An increasing population of diabetics affect us all

Mary May, R.N.

Recent statistics concerning increases in the world’s population of diabetics are frightening. It now is predicted that by 2034 nearly twice as many Americans will have diabetes. That means the numbers will increase from approximately 24 million to 44 million people in just 25 years.

It’s not only the U.S. which is affected. India has the most people with diabetes – 50.8 million, followed by China with 43.2 million. The U.S., however, spends more on the treatment of diabetes than any other country – a whopping 52.7% of worldwide spending. As the U.S. diabetic population increases to predicted levels, spending is projected to triple from $113 billion today, to $336 billion per year by 2034.

The costs for treating diabetes are rising so rapidly in part because of the many long term complications of the disease. Diabetes is the leading cause of kidney failure requiring dialysis. It also is a major risk factor in developing heart disease.

Diabetes is well-known for causing vision problems which can lead to blindness. Lesser known complications can be dental issues such as gingivitis and tooth decay.

Nerve disorders, especially neuropathy of the feet and hands, and poor circulation can cause delayed healing of wounds. No wonder diabetes is the leading cause of non-traumatic amputations.

Besides being costly, all of these complications seriously impact quality of life.

What can be done to stop this landslide of compromised health?

Actually, there is hope. We now know 60% of diabetes cases can be prevented with lifestyle changes! The Diabetes Prevention Program has shown that diet and exercise can prevent diabetes. In the 10 year study, overweight people with impaired glucose levels, who lost a modest amount of weight – 5 to7% of body weight, lowered their risk of developing diabetes by one third. People older than 60 years, decreased their risk of developing diabetes even more – by about half.

There are two types of diabetes, Type 1 and Type 2. The majority of the population has Type 2 diabetes, in which the pancreas continues to make insulin. There may not be enough insulin, however, to control blood glucose, or the body may not effectively use the insulin.
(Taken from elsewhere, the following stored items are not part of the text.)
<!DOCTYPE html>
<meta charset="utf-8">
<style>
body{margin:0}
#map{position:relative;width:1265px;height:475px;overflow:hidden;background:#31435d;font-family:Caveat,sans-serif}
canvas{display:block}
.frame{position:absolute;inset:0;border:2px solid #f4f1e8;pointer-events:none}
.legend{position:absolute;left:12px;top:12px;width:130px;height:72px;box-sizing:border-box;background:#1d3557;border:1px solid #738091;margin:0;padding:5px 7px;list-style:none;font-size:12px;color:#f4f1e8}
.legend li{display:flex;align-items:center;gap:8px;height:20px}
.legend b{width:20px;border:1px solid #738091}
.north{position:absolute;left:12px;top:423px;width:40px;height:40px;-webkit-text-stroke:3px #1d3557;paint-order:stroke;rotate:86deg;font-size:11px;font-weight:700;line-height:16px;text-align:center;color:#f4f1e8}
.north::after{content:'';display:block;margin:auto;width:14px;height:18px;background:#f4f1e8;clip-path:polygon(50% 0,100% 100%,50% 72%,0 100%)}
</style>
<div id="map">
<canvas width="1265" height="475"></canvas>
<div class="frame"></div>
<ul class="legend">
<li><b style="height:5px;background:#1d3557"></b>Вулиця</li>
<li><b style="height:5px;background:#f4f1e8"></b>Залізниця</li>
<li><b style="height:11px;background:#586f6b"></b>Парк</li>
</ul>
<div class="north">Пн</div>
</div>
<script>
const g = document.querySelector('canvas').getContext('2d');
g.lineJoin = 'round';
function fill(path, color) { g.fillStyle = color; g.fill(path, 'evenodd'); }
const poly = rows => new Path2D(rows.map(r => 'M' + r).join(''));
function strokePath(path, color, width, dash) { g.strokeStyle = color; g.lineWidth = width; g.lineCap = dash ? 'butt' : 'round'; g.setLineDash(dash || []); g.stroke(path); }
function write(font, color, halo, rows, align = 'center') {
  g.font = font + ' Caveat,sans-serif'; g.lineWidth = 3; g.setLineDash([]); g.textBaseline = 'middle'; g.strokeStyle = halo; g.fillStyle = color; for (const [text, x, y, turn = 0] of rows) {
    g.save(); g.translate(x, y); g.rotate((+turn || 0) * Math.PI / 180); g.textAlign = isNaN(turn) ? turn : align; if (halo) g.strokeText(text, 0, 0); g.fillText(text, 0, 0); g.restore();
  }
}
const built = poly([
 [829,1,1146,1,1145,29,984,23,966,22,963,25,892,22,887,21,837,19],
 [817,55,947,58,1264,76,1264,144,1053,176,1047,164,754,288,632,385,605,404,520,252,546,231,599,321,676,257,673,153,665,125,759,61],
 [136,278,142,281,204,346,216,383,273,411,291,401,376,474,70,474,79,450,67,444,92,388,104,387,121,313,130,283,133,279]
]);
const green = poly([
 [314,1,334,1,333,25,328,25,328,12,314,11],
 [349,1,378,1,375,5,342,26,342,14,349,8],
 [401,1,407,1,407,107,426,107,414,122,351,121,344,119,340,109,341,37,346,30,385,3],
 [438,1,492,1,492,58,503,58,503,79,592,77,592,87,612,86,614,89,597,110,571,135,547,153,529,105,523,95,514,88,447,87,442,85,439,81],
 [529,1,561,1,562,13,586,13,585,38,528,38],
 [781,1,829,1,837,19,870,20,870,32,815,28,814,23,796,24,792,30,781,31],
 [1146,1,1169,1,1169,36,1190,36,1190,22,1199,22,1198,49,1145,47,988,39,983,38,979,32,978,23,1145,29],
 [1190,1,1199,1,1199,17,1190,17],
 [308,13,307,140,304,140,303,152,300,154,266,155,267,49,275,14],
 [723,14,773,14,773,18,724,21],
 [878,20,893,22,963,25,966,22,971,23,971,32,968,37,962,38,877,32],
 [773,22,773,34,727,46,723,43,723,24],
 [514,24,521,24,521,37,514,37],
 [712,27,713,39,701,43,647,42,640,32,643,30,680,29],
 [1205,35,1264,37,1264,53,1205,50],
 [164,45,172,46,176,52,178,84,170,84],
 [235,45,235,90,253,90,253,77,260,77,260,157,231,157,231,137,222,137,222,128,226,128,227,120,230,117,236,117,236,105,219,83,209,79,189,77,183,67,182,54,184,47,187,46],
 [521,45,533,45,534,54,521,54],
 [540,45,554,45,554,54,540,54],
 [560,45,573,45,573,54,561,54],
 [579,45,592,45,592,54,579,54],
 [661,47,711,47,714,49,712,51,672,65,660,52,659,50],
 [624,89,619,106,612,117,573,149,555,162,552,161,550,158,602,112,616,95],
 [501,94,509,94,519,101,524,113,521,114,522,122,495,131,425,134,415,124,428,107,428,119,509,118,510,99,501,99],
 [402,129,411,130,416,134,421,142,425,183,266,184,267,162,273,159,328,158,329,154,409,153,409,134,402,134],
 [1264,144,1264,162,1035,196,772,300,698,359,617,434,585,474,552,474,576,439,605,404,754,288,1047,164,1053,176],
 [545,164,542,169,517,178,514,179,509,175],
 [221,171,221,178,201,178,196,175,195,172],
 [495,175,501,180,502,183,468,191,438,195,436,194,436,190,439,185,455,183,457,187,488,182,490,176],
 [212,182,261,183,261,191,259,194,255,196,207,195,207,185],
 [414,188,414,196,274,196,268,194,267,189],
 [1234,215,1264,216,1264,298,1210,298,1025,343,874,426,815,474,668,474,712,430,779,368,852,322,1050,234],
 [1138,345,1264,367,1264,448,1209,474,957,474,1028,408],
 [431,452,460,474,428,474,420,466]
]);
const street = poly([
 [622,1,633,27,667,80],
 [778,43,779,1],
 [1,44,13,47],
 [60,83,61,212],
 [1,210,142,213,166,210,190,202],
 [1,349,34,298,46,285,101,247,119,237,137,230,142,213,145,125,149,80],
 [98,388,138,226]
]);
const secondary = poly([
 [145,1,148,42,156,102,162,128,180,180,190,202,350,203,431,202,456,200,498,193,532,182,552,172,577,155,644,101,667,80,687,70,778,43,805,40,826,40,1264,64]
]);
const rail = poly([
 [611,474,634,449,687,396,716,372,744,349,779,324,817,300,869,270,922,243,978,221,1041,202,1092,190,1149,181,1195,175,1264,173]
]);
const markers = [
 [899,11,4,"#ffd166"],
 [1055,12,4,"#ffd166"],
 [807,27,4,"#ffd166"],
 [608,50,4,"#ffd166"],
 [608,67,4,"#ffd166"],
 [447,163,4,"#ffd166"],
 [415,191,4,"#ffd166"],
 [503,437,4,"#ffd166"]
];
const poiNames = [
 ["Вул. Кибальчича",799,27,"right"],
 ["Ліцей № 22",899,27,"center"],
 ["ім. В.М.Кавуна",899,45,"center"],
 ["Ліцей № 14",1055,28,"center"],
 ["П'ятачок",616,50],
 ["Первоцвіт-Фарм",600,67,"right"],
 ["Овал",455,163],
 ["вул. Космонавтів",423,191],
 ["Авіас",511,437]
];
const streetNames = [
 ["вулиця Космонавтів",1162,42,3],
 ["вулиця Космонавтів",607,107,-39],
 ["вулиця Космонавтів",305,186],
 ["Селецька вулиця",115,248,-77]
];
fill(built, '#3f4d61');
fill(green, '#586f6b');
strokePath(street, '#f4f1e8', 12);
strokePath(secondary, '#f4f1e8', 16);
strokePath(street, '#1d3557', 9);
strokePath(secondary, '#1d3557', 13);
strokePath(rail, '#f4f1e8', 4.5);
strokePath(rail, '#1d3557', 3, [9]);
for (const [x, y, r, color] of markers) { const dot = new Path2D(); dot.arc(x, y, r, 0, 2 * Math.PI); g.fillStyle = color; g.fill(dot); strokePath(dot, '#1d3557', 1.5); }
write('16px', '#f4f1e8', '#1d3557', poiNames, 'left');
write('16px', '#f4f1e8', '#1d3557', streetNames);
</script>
A much smaller portion of the population, about 10%, has Type 1 diabetes. This is an autoimmune disease in which the body destroys the insulin producing cells in the pancreas. People with Type 1 diabetes must take insulin to survive.

In the past, only adults were diagnosed with Type 2 diabetes. Unfortunately, now many children under the age of 18 are being diagnosed with it. It’s predicted that one out of three children born in 2000 will get diabetes in their lifetime. Lifestyle is given as the main reason for this. Children are less active, food choices are high in fat, sugar and empty calories, and serving sizes have become too large.
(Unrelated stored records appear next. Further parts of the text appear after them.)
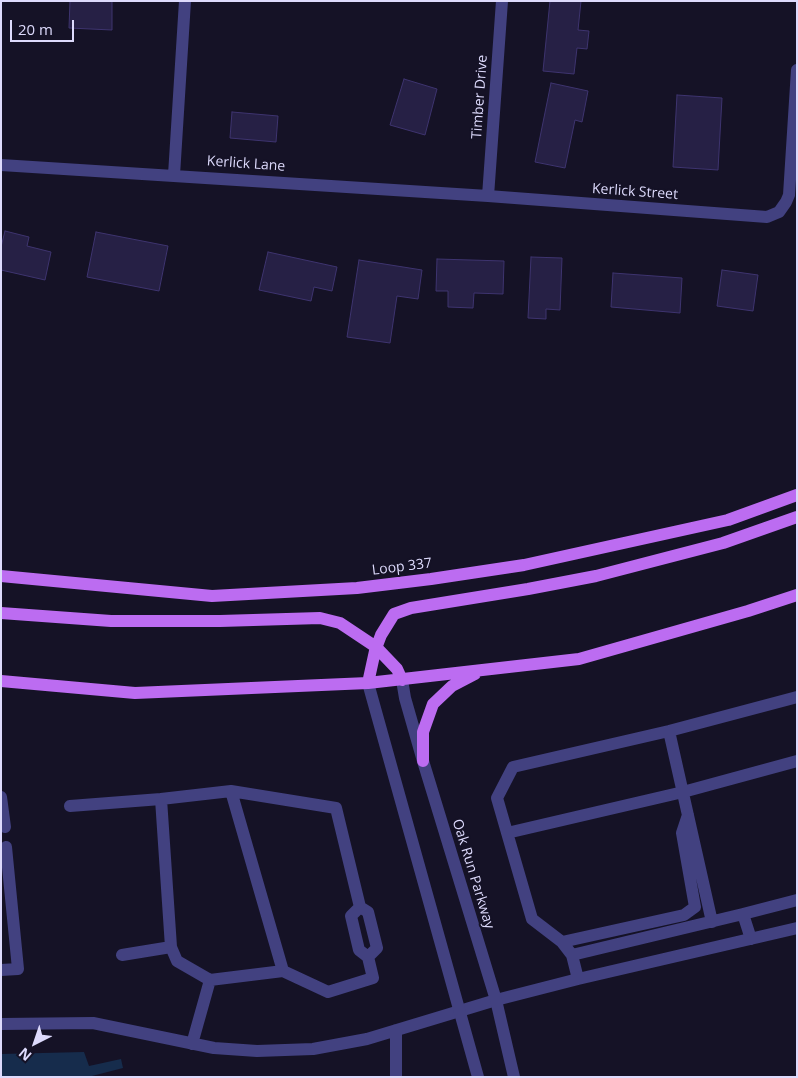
<!DOCTYPE html>
<html>
<head>
<meta charset="utf-8">
<style>
	body { margin:0 }
	#map { position:relative; width:798px; height:1078px; overflow:hidden; background:#151226; font-family:"Open Sans",sans-serif }
	canvas { display:block }
	.frame { position:absolute; inset:0; border:2px solid #dddafc; pointer-events:none }
	.north { position:absolute; left:10px; top:1018px; width:50px; height:50px; -webkit-text-stroke:4px #151226; paint-order:stroke; rotate:221deg; font-size:14px; font-weight:700; line-height:20px; text-align:center; color:#dddafc }
	.north::after { content:''; display:block; margin:auto; width:18px; height:22px; background:#dddafc; clip-path:polygon(50% 0,100% 100%,50% 72%,0 100%) }
	.scale { position:absolute; left:10px; top:20px; width:64px; height:22px; box-sizing:border-box; border:2px solid #dddafc; border-top:0; padding-left:6px; font-size:15px; line-height:18px; white-space:nowrap; color:#dddafc; -webkit-text-stroke:4px #151226; paint-order:stroke }
</style>
</head>
<body>
<div id="map">
<canvas width="798" height="1078"></canvas>
<div class="frame"></div>
<div class="north">N</div>
<div class="scale">20 m</div>
</div>
<script>
const ctx = document.querySelector('canvas').getContext('2d');
ctx.lineJoin = 'round';
function paint(path, color) {
  ctx.fillStyle = color;
  ctx.fill(path, 'evenodd');
}
function poly(rows) {
  const path = new Path2D();
  for (const r of rows) {
    path.moveTo(r[0], r[1]);
    for (let i = 2; i < r.length; i += 2) path.lineTo(r[i], r[i + 1]);
  }
  return path;
}
function stroke(path, color, width, dash) {
  ctx.strokeStyle = color;
  ctx.lineWidth = width;
  ctx.lineCap = dash ? 'butt' : 'round';
  ctx.setLineDash(dash || []);
  ctx.stroke(path);
}
function write(font, color, halo, rows, align = 'center') {
  ctx.font = font + ' "Open Sans",sans-serif';
  ctx.lineWidth = 4;
  ctx.setLineDash([]);
  ctx.textBaseline = 'middle';
  ctx.strokeStyle = halo;
  ctx.fillStyle = color;
  for (const [text, x, y, turn = 0] of rows) {
    ctx.save();
    ctx.translate(x, y);
    ctx.rotate((+turn || 0) * Math.PI / 180);
    ctx.textAlign = isNaN(turn) ? turn : align;
    if (halo) ctx.strokeText(text, 0, 0);
    ctx.fillText(text, 0, 0);
    ctx.restore();
  }
}
paint(poly([
	[84,1052,89,1066,121,1059,123,1068,88,1077,1,1077,1,1054]
]), '#162c4c');
const building = poly([
	[70,1,112,1,112,30,69,28,70,1],
	[550,1,581,1,578,30,589,31,587,49,577,48,574,74,543,71,550,1],
	[404,79,437,89,425,135,390,125,404,79],
	[551,83,588,91,582,122,575,120,565,168,535,162,551,83],
	[677,95,722,98,718,170,673,167,677,95],
	[232,112,278,116,276,142,230,138,232,112],
	[5,231,29,237,27,246,51,252,45,280,1,270,1,247,5,231],
	[96,232,168,246,159,291,87,277,96,232],
	[268,252,337,267,332,291,314,287,311,301,259,290,268,252],
	[531,257,562,258,560,310,546,309,546,319,528,318,531,257],
	[437,259,504,261,503,294,474,293,473,308,448,307,448,291,436,291,437,259],
	[359,260,422,270,418,299,397,296,390,343,347,337,359,260],
	[722,270,758,275,753,311,717,306,722,270],
	[613,273,682,278,680,313,611,307,613,273]
]);
paint(building, '#262045');
stroke(building, '#3e346f', 1);
stroke(poly([
	[669,731,712,922],
	[231,791,336,808,360,907,368,912,377,948,368,957],
	[1,797,5,827],
	[70,806,161,799],
	[507,833,683,792,797,761],
	[743,914,797,900],
	[562,942,684,915,695,907,682,833,688,815],
	[122,955,171,947],
	[572,955,743,914,751,939],
	[1,970,18,969,6,847],
	[283,971,328,992,373,978,368,957,359,950,351,916,360,907],
	[578,979,797,928],
	[1,1024,93,1023,214,1048,257,1051,313,1049,367,1039,496,1000,578,979,572,955,562,942,532,919,497,798,513,767,669,731,797,697],
	[192,1044,210,980,177,961,171,947,161,799,231,791,283,971,210,980],
	[396,1077,396,1030]
]), '#424180', 12);
stroke(poly([
	[1,165,488,196,767,217,779,212,786,202,789,195,797,70],
	[174,175,185,1],
	[488,196,502,1]
]), '#424180', 12);
stroke(poly([
	[402,680,405,698,423,761,496,1000,514,1077],
	[368,683,478,1077]
]), '#424180', 12);
stroke(poly([
	[1,576,212,596,357,588,431,579,524,565,728,520,797,495],
	[1,613,111,621,220,621,320,618,340,623,376,647,397,669,402,680],
	[1,681,135,693,368,683,579,659,748,611,797,595],
	[368,683,375,651,381,635,394,614,411,608,528,589,596,576,723,543,797,517],
	[423,761,423,732,433,704,452,686,475,674]
]), '#bc6cf1', 12);
write('14px', '#dddafc', '#151226', [
	["Timber Drive",480,97,-86],
	["Kerlick Lane",246,164,4],
	["Kerlick Street",635,192,4],
	["Loop 337",402,567,-7],
	["Oak Run Parkway",473,874,73]
]);
</script>
</body>
</html>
These are very sad statistics, and the solutions, again – must begin with a change in lifestyle.

Diabetes is a challenging disease to manage, but it can be done. People can manage their diabetes and have a great quality of life. Yes, it can be challenging to pay attention to food intake, exercise 5-7 times a week, monitor blood levels and take medications properly on a daily basis. It’s easy to get sidetracked, get off your program, and slip a bit. We’re all human and it happens to all of us. It helps to have support when the challenges rear their heads.

To help people better manage their diabetes, VVMC has started a diabetes support group. The support group is appropriate for those with diabetes, their support team, and even people concerned with staying healthy. It meets the fourth Monday of every month and includes an hour with a health specialist discussing a topic relevant to diabetes care. The next hour is an informal support group for members to share their frustrations; what does and doesn’t work for them; how they relax and manage stress. People attending vary greatly in their experiences with diabetes. Some have had diabetes for many years, while some have just been diagnosed and have many questions and concerns. The variety of the group members and their experiences is invaluable.

All holidays are most challenging for people with diabetes to stay on track and keep to usual routines. Besides getting help from your support team, some ideas include:

- Make the holidays more about socializing, catching up with old friends and less about food.
- In order to do that, have a healthy snack before you go to the party, something like raw vegetables with a low fat dressing for dip.
- Even better, bring a dish to the party that you know is healthy and part of your program.
- Play it safe with alcohol. Too much alcohol can lower blood sugar in people who take insulin and certain other medications for diabetes. It is best to limit alcohol to one drink for women and two for men. If you know you will have a drink, you must be sure to eat something first.
- Try using a smaller plate. This can help reduce portion sizes without making it feel like you’re skimping.
- Avoid socializing near the food. This will prevent you from grazing while you’re talking.
- If you do overindulge, just get back on your program the next day. Add some extra activity and return to your usual healthy meal plan.

Diabetes does affect all of us. Learn more about diabetes to support those who meet its challenges every day. Have a happy and healthy holiday season and 2010.

Certified Diabetes Educator Mary May, RN, has been a nurse for more than 30 years and a diabetes educator for 10. May provides inpatient and outpatient diabetes education at VVMC. She also is part of the team teaching “Living Well with Diabetes” classes, and is the facilitator for VVMC’s Diabetic Support Group.